[Saved data entries]
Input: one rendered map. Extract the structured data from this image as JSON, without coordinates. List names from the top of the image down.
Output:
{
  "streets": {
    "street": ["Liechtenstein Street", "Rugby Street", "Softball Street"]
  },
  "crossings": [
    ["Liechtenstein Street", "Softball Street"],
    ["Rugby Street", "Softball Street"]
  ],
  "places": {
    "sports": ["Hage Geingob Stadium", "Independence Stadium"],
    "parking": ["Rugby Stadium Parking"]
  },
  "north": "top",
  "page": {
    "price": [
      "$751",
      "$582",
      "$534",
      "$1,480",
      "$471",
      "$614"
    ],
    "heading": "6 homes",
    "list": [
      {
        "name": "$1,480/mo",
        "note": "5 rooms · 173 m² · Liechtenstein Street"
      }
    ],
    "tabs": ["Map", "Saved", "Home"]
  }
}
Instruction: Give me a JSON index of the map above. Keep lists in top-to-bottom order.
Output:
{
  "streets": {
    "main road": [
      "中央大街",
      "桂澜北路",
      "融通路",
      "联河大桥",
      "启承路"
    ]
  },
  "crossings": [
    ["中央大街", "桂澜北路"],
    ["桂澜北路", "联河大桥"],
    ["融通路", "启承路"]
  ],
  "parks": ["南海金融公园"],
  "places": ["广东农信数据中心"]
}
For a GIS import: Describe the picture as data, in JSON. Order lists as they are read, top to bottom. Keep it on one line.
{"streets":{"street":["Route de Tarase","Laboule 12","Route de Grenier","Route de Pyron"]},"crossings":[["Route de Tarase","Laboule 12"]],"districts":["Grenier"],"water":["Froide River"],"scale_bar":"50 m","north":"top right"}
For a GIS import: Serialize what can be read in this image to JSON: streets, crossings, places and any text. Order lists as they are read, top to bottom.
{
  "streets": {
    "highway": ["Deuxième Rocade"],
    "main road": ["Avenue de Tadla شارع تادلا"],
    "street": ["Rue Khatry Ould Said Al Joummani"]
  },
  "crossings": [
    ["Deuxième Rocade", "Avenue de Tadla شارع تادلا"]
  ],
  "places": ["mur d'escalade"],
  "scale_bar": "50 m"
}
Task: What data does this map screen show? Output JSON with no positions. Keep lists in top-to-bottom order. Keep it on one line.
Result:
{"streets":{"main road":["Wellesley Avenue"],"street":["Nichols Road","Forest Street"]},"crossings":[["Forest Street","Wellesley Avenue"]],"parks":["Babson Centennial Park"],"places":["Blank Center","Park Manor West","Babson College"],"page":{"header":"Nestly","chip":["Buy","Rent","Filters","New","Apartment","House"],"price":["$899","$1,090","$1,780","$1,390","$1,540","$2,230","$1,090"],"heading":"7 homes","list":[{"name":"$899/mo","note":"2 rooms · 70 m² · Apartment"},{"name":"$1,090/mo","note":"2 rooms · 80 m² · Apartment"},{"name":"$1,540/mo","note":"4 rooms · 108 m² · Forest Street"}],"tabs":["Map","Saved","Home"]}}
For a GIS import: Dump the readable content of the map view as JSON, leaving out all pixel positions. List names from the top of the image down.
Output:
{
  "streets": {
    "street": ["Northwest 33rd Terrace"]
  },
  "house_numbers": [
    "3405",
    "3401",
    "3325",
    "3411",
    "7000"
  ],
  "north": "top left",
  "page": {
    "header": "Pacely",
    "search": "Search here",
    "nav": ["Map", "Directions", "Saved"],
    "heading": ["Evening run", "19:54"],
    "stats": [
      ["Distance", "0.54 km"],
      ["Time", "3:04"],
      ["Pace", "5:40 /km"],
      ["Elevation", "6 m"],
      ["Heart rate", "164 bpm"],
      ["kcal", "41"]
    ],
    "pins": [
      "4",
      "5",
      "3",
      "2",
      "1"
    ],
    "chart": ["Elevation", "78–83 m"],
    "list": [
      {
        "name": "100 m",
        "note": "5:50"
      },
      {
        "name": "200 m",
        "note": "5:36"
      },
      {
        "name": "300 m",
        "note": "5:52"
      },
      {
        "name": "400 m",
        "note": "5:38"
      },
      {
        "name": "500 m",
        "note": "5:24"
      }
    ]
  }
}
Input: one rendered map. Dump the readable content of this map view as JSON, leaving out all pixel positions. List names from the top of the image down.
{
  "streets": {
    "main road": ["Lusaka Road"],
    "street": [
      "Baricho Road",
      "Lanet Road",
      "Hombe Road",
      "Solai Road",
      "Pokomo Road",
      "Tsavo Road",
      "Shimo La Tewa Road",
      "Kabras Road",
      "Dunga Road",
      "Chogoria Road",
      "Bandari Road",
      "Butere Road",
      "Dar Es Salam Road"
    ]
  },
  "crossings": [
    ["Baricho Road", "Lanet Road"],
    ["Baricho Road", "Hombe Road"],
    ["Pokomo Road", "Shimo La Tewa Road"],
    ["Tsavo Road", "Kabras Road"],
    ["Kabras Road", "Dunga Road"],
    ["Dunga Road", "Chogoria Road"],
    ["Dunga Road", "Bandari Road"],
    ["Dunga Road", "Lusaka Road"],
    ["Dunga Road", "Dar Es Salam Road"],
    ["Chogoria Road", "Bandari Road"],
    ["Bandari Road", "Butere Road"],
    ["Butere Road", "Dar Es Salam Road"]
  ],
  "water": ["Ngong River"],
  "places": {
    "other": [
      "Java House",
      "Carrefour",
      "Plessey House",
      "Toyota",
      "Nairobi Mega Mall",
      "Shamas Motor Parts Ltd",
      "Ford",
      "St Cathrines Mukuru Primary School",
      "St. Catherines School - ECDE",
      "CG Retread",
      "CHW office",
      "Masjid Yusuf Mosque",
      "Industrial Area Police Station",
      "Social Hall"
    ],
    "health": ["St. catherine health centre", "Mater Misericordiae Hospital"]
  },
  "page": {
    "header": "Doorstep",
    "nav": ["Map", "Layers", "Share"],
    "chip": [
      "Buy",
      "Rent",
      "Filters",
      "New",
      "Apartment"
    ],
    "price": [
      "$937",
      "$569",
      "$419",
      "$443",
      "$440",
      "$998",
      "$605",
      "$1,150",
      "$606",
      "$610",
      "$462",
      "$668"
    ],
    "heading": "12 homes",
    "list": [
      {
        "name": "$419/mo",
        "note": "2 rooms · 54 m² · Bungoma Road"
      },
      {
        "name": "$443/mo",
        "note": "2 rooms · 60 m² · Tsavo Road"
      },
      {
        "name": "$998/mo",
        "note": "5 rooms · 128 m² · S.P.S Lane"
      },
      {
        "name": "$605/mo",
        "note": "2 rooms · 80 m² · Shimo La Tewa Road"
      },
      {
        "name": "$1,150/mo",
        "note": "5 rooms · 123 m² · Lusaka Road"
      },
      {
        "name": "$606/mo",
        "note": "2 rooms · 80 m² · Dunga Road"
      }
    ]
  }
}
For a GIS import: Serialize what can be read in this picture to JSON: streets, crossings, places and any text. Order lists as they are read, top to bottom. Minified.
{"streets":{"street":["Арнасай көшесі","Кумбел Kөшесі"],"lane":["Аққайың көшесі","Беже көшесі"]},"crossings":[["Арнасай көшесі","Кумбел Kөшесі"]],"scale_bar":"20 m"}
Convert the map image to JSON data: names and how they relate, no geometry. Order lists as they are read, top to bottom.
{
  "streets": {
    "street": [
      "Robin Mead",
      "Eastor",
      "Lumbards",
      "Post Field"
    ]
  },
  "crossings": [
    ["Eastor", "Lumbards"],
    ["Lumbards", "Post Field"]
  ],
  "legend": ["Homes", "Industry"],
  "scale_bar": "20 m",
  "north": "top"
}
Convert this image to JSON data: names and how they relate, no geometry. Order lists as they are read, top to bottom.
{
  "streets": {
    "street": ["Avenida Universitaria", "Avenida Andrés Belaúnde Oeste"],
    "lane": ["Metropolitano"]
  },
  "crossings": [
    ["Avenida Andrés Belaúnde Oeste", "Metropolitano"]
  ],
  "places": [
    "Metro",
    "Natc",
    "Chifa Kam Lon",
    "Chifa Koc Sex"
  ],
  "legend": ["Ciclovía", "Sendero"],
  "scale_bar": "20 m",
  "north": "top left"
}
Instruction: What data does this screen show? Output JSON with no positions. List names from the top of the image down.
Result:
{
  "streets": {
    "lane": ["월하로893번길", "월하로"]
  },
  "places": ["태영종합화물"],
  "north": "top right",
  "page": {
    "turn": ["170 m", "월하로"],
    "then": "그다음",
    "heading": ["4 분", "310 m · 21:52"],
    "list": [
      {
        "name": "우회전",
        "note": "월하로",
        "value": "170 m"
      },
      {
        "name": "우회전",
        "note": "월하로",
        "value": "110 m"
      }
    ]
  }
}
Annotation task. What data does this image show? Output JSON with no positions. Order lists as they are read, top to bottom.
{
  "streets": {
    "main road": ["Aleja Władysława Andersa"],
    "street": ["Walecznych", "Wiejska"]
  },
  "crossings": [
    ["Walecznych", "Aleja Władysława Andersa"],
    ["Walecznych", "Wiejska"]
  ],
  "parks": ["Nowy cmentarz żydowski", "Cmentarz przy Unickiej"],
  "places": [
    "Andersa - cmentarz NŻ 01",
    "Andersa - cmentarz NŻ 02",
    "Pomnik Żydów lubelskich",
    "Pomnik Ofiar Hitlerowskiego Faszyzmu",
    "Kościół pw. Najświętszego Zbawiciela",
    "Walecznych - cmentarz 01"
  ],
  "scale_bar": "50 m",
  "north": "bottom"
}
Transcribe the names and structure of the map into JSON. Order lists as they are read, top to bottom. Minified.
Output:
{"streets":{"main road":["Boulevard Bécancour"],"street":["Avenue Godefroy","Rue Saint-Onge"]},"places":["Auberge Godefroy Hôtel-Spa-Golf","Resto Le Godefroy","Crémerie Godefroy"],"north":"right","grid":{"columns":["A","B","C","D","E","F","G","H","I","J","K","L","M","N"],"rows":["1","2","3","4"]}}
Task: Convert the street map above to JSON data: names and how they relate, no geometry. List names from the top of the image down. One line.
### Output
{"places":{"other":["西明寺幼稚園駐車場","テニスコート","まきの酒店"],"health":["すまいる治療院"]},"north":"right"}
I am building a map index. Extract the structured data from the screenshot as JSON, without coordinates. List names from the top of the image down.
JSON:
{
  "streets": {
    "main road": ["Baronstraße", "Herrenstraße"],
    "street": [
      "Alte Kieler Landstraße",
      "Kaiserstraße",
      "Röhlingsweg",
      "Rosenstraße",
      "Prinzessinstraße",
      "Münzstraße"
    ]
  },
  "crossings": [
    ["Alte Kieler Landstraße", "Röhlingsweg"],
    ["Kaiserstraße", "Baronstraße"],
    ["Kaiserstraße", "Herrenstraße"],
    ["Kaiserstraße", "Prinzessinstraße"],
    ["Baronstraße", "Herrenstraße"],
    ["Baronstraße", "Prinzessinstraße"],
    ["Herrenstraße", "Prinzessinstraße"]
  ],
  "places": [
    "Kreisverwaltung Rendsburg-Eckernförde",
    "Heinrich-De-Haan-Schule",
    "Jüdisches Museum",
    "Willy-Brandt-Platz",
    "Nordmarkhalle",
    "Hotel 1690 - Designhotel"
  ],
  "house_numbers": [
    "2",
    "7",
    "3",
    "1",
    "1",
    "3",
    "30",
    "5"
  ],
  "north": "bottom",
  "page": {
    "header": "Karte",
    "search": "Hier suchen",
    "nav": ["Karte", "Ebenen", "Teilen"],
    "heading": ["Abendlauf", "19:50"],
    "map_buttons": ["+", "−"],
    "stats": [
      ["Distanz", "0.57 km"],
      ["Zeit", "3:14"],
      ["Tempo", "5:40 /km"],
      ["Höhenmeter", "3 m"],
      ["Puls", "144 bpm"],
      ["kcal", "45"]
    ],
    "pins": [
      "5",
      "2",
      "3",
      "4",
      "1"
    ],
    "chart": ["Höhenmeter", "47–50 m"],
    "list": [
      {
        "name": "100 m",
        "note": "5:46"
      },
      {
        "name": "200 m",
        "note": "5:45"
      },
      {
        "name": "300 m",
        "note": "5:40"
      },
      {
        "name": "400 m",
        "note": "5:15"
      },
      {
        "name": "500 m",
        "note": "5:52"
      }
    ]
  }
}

## [What the task asks]
Will you return exactly the lines above from the one with "Task: Convert the" down to the one with "I am building", counting both as part of the range?

## [Problem solution]
Task: Convert the street map above to JSON data: names and how they relate, no geometry. List names from the top of the image down. One line.
### Output
{"places":{"other":["西明寺幼稚園駐車場","テニスコート","まきの酒店"],"health":["すまいる治療院"]},"north":"right"}
I am building a map index. Extract the structured data from the screenshot as JSON, without coordinates. List names from the top of the image down.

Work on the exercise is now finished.